Phillip Johnston (born January 22, 1955) is an American a saxophonist and composer. He came to prominence in the 1980s as co-founder of The Microscopic Septet and went on to write extensively for films, particularly new scores for classic silent films from the early 20th Century.

Biography
Phillip Johnston was born in Chicago, Illinois on January 22, 1955, and raised in the New York City area.

During the 1970s he met and formed relationships with some of his earliest musical associates (John Zorn, Joel Forrester, David Hofstra, Eugene Chadbourne), and moved often between San Francisco and New York City. In 1980 he settled in New York, and soon formed his first ongoing music groups, The Public Servants (with vocalist Shelley Hirsch) and The Microscopic Septet (with pianist Joel Forrester).

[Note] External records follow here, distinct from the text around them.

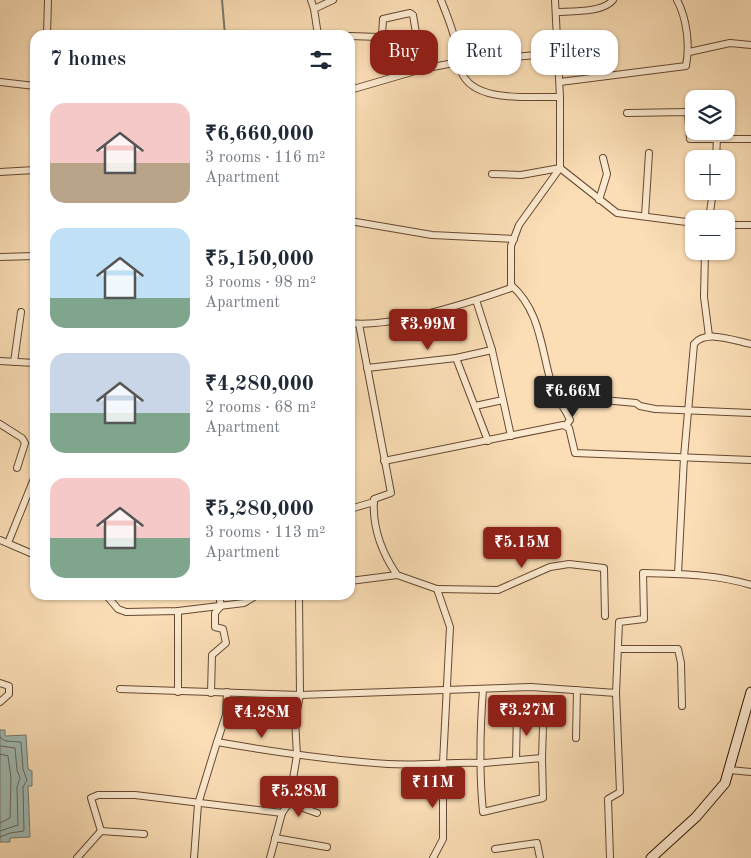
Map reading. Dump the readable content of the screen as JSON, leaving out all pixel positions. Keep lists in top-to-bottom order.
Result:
{
  "page": {
    "chip": ["Buy", "Rent", "Filters"],
    "heading": "7 homes",
    "map_buttons": ["+", "−"],
    "list": [
      {
        "name": "₹6,660,000",
        "note": "3 rooms · 116 m² · Apartment"
      },
      {
        "name": "₹5,150,000",
        "note": "3 rooms · 98 m² · Apartment"
      },
      {
        "name": "₹4,280,000",
        "note": "2 rooms · 68 m² · Apartment"
      },
      {
        "name": "₹5,280,000",
        "note": "3 rooms · 113 m² · Apartment"
      }
    ],
    "price": [
      "₹3.99M",
      "₹6.66M",
      "₹5.15M",
      "₹3.27M",
      "₹4.28M",
      "₹11M",
      "₹5.28M"
    ]
  }
}
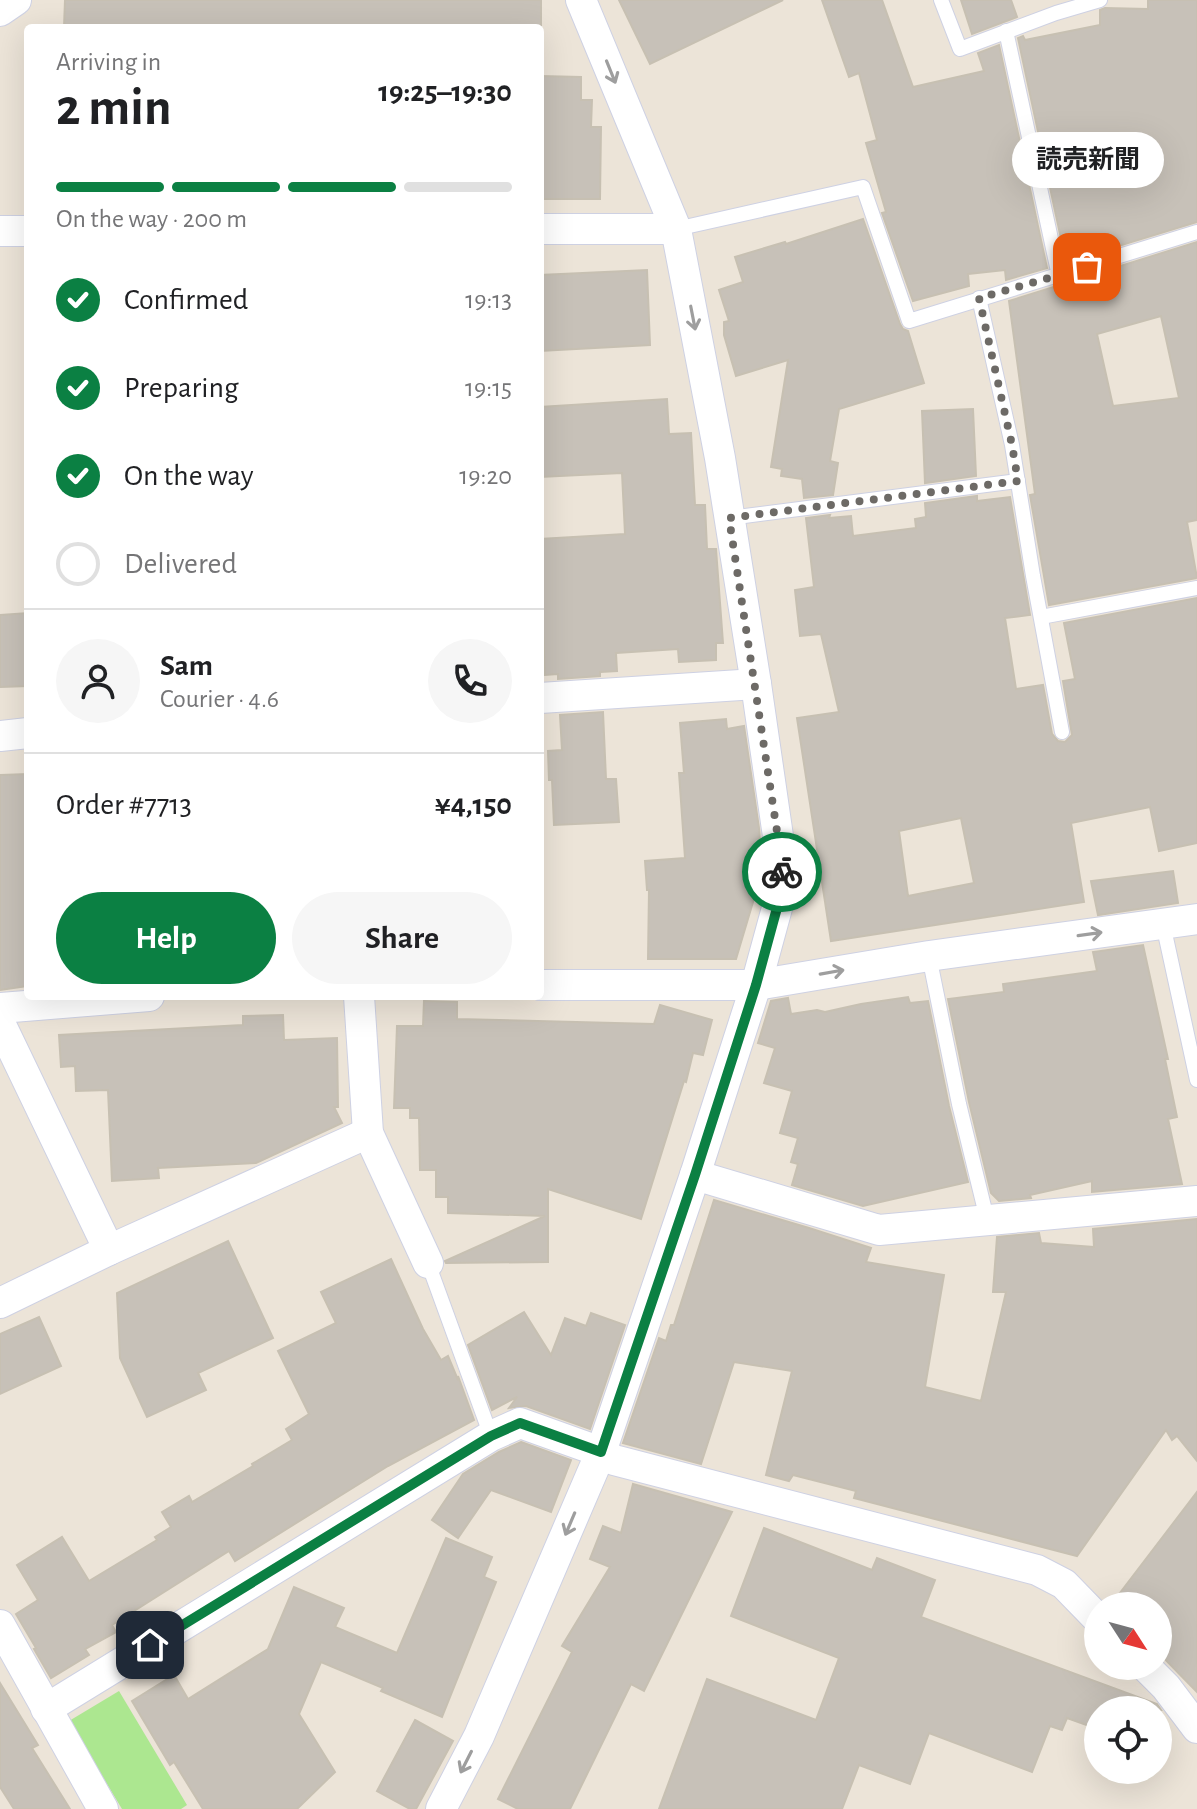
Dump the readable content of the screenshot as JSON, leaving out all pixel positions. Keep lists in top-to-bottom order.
{
  "places": ["読売新聞"],
  "north": "bottom right",
  "page": {
    "heading": ["2 min", "Arriving in", "19:25–19:30"],
    "panel": [
      "Sam",
      "Courier · 4.6",
      "Order #7713",
      "¥4,150"
    ],
    "bubble": "読売新聞",
    "bar": "On the way · 200 m",
    "list": [
      ["Confirmed", "19:13"],
      ["Preparing", "19:15"],
      ["On the way", "19:20"],
      "Delivered"
    ],
    "buttons": ["Help", "Share"]
  }
}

Throughout the 80s and 90s and early 2000s, he worked as a leader (The Microscopic Septet, Big Trouble, Transparent Quartet), co-leader and sideperson (Mikel Rouse, Kitty Brazelton, Bobby Radcliff, Rachelle Garniez, Guy Klucevsek, Walter Thompson, Keely Garfield, & Nora York), and began a parallel career in composition for film, theatre, dance and the concert hall. He has a particular interest in contemporary scores for silent film.

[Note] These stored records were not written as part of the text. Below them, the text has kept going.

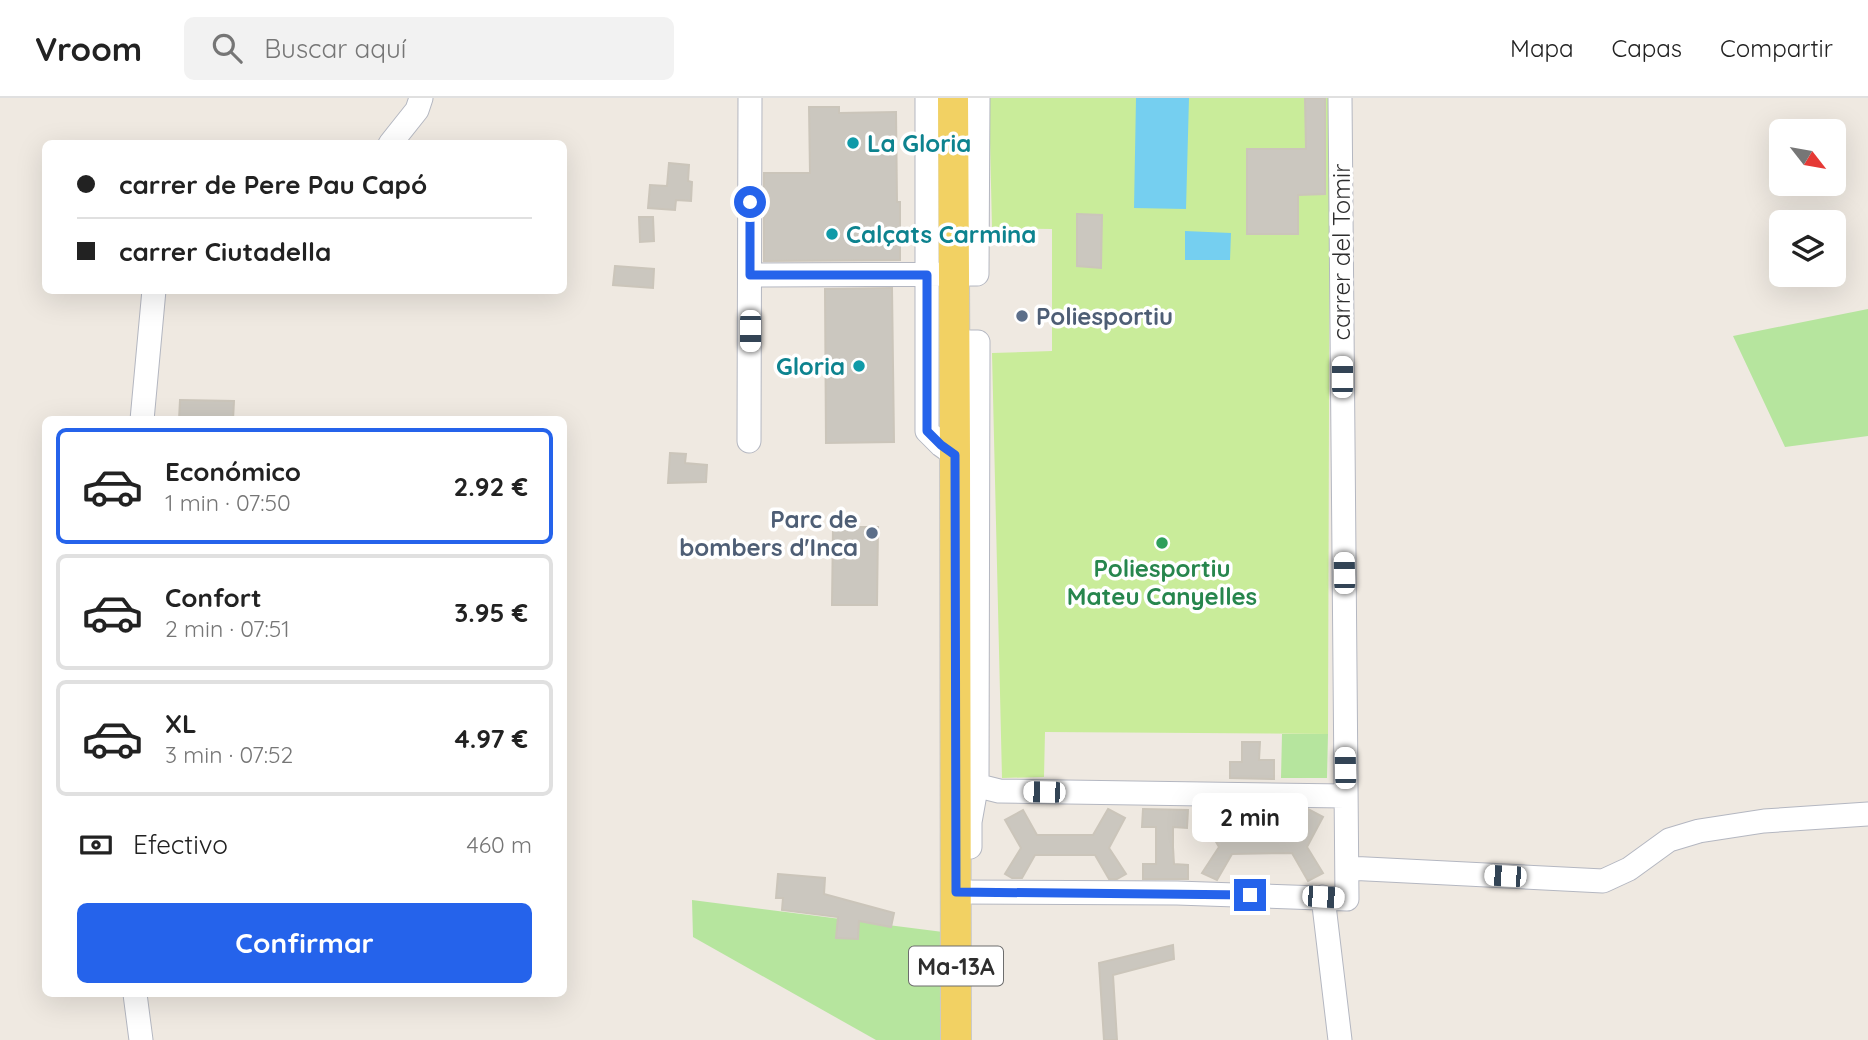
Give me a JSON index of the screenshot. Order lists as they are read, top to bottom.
{
  "streets": {
    "main road": ["Ma-13A"],
    "street": ["carrer del Tomir"]
  },
  "places": [
    "La Gloria",
    "Calçats Carmina",
    "Poliesportiu",
    "Gloria",
    "Parc de bombers d'Inca",
    "Poliesportiu Mateu Canyelles"
  ],
  "north": "bottom right",
  "page": {
    "header": "Vroom",
    "search": "Buscar aquí",
    "nav": ["Mapa", "Capas", "Compartir"],
    "banner": ["carrer de Pere Pau Capó", "carrer Ciutadella"],
    "list": [
      {
        "name": "Económico",
        "note": "1 min · 07:50",
        "value": "2.92 €"
      },
      {
        "name": "Confort",
        "note": "2 min · 07:51",
        "value": "3.95 €"
      },
      {
        "name": "XL",
        "note": "3 min · 07:52",
        "value": "4.97 €"
      }
    ],
    "bubble": "2 min",
    "pay": ["Efectivo", "460 m"],
    "buttons": "Confirmar"
  }
}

In 2005, he moved with his wife, Australian playwright Hilary Bell, and their two children to Sydney, Australia. From that time, he has continued to live and perform in Sydney, but travels regularly to New York and Europe to perform, collaborate and record. His collaborators in Australia have included Lloyd Swanton, Chris Abrahams, Alister Spence, Sandy Evans, Paul Cutlan, Peter Dasent, Matt McMahon, Jex Saarelaht, James Greening, Tim Rollinson and many others. He led or co-led the groups The Greasy Chicken Orchestra, Phillip Johnston & The Coolerators, SNAP, & Tight Corners, and performed at festivals and venues nationally.

Major Works

Collaborations 

 Young Goodman Brown (opera with libretto by R. Foreman, based on the Nathaniel Hawthorne short story), premiered in 1995 at LaMaMa ETC by Target Margin Theater, directed by David Herskovitz.

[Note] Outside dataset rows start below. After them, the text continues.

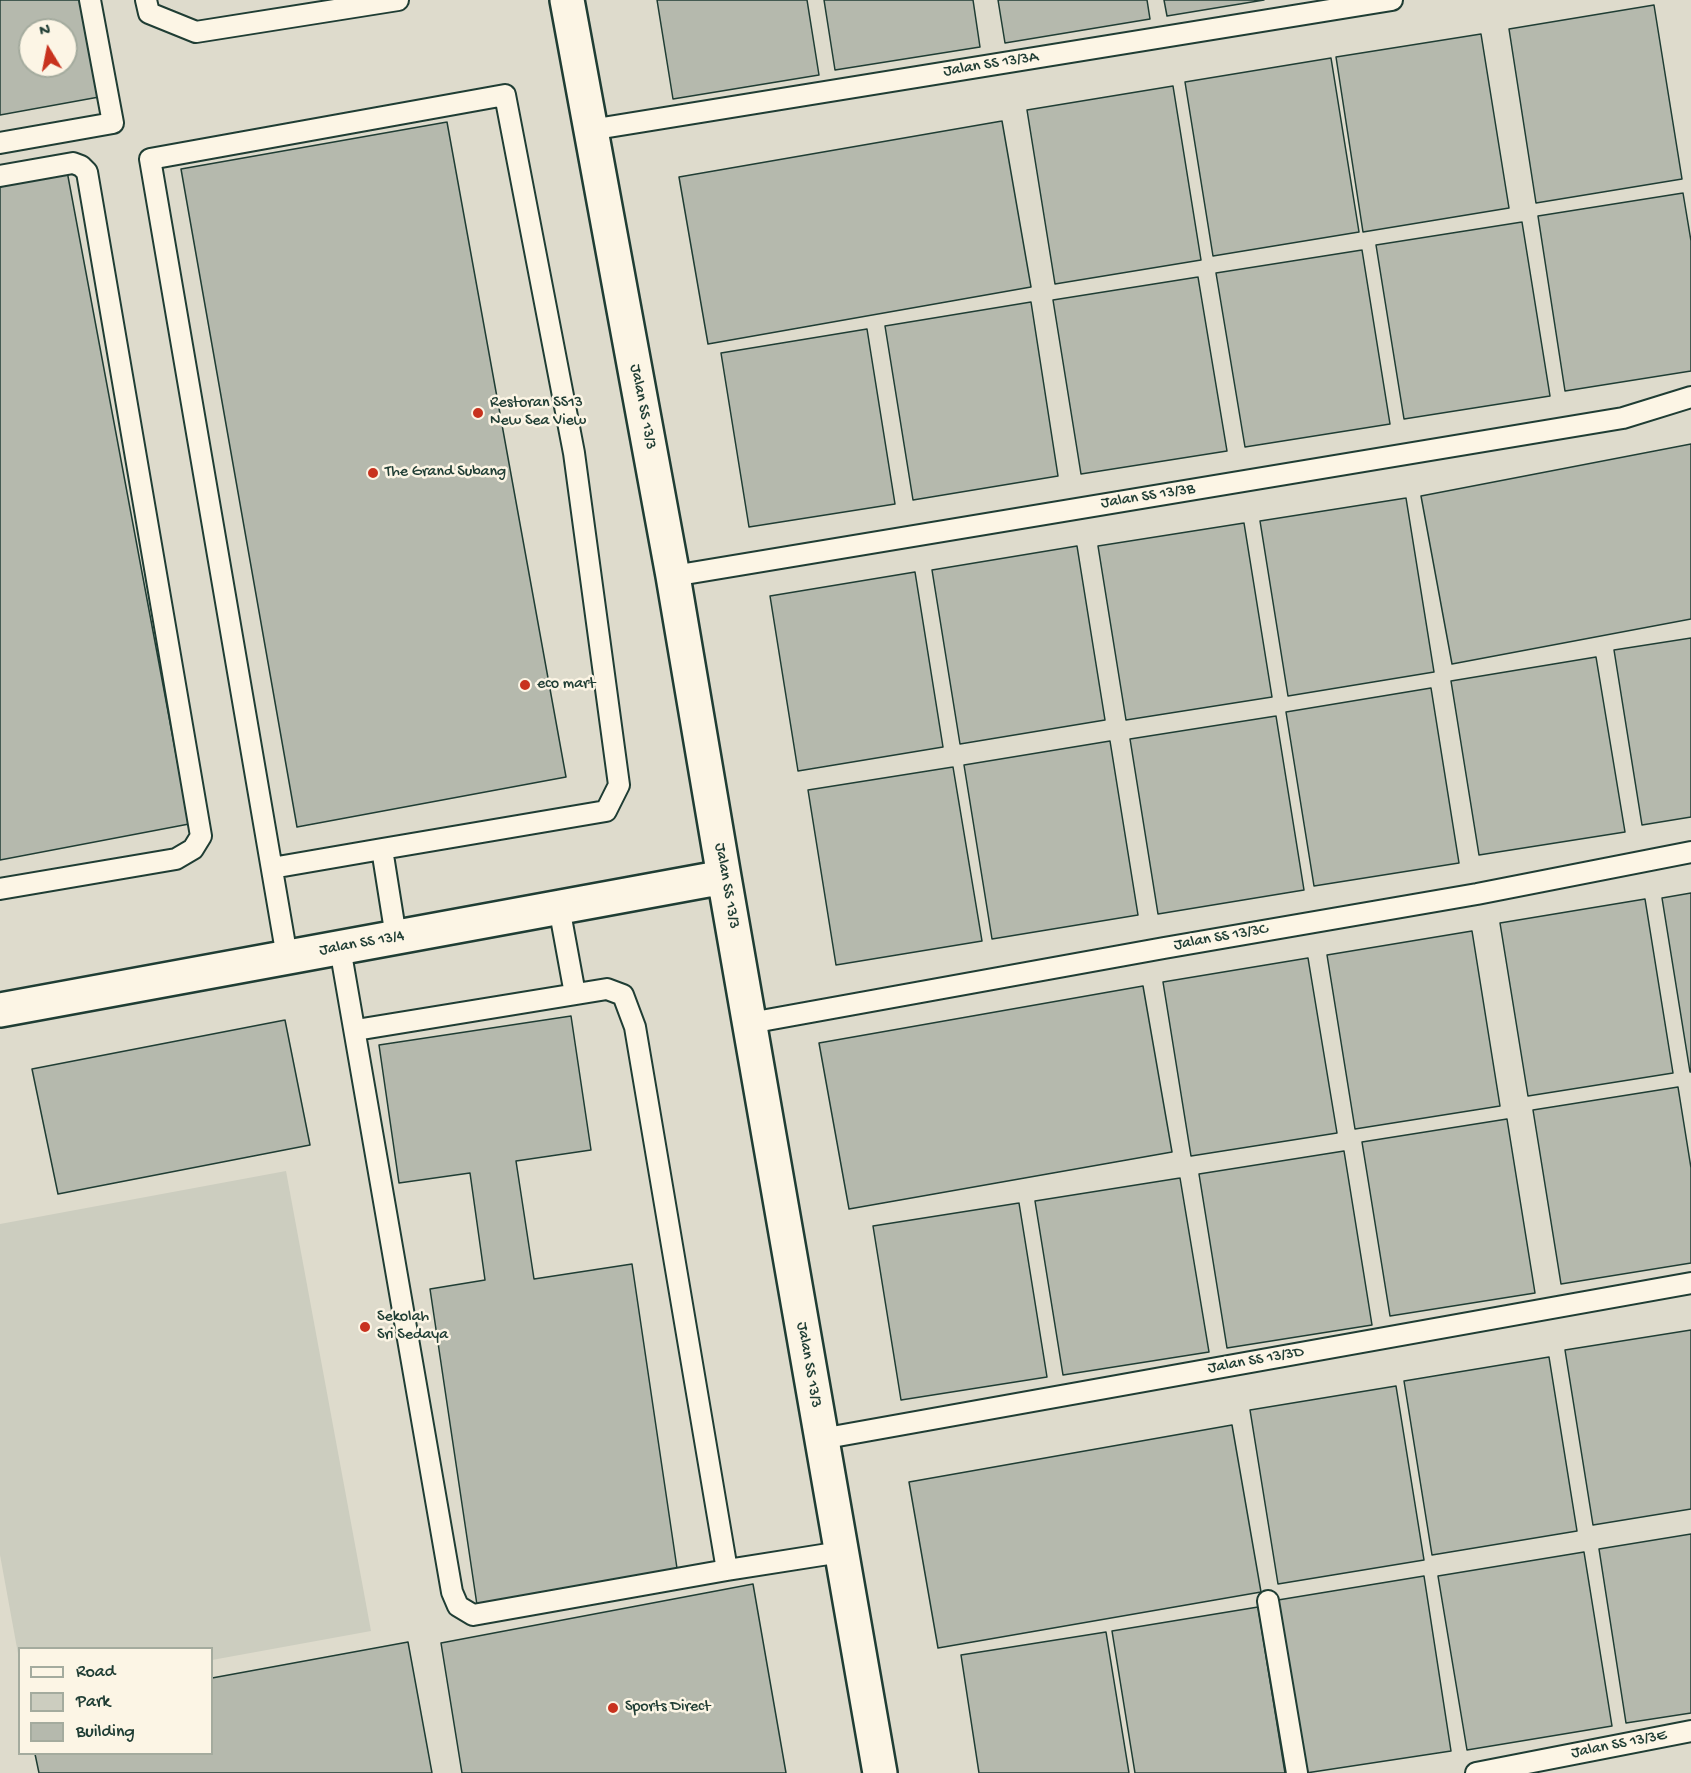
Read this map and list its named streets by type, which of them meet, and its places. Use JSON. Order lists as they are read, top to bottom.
{
  "streets": {
    "street": ["Jalan SS 13/3", "Jalan SS 13/4"],
    "lane": [
      "Jalan SS 13/3A",
      "Jalan SS 13/3B",
      "Jalan SS 13/3C",
      "Jalan SS 13/3D",
      "Jalan SS 13/3E"
    ]
  },
  "crossings": [
    ["Jalan SS 13/3A", "Jalan SS 13/3"],
    ["Jalan SS 13/3", "Jalan SS 13/3B"],
    ["Jalan SS 13/3", "Jalan SS 13/3C"],
    ["Jalan SS 13/3", "Jalan SS 13/4"],
    ["Jalan SS 13/3", "Jalan SS 13/3D"]
  ],
  "places": [
    "Restoran SS13 New Sea View",
    "The Grand Subang",
    "eco mart",
    "Sekolah Sri Sedaya",
    "Sports Direct"
  ],
  "legend": ["Road", "Park", "Building"],
  "north": "top"
}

 Venus (play, music for songs by Suzan-Lori Parks) premiered in 1996, by Yale Rep & Public Theater, directed by Richard Foreman.
 Drawn To Death: A Three Panel Opera (opera/musical theatre with book and lyrics by Art Spiegelman), concert version premiered in 2000 at St Ann’s Warehouse, workshops at Dartmouth and New York Theater Workshop. Remains unproduced in its final form.
 Wordless! (live multimedia performance work, with Art Spiegelman), commissioned and premiered at Sydney Opera House in 2013, and subsequently toured internationally.
 Do Good And You Will Be Happy (musical with book and lyrics by Hilary Bell)

Discography

As leader
 Jungle Hotel b/w A Mistake (as The Public Servants) (45RPM) (Jedible, 1981)
 Normalology (Eighth Day, 1996) (re-released on Koch Jazz, 1999)
 Music for Films (Tzadik, 1998)
 Rub Me the Wrong Way (Innova, 2004)
 Diggin' Bones (Asynchronous, 2018)
 The Adventures of Prince Achmed (Asynchronous, 2018)

Big Trouble
 Big Trouble (Black Saint, 1993)
 Flood at the Ant Farm (Black Saint, 1996)
 The Unknown (Avant, 1994)

The Transparent Quartet
 The Needless Kiss (Koch Jazz, 1998)
 The Merry Frolics of Satan (Koch Jazz, 1999)
 Page of Madness (Asynchronous, 2009)

As co-leader
The Microscopic Septet (with Joel Forrester)
 Take the Z Train (Press, 1983)
 Let's Flip! (Osmosis, 1984)
 Off Beat Glory (Osmosis, 1986)
 Beauty Based on Science (Stash, 1988)
 Seven Men in Neckties: The History of the Micros, Vol. 1 (Cuneiform, 2006)
 Surrealistic Swing: The History of the Micros, Vol. 2 (Cuneiform, 2006)
 Lobster Leaps In (Cuneiform, 2008)
 Friday the 13th: The Micros Play Monk (Cuneiform, 2010)
 Manhattan Moonrise (Cuneiform, 2014)
 Been Up So Long It Looks Like Down To Me: The Micros Play The Blues (Cuneiform, 2017)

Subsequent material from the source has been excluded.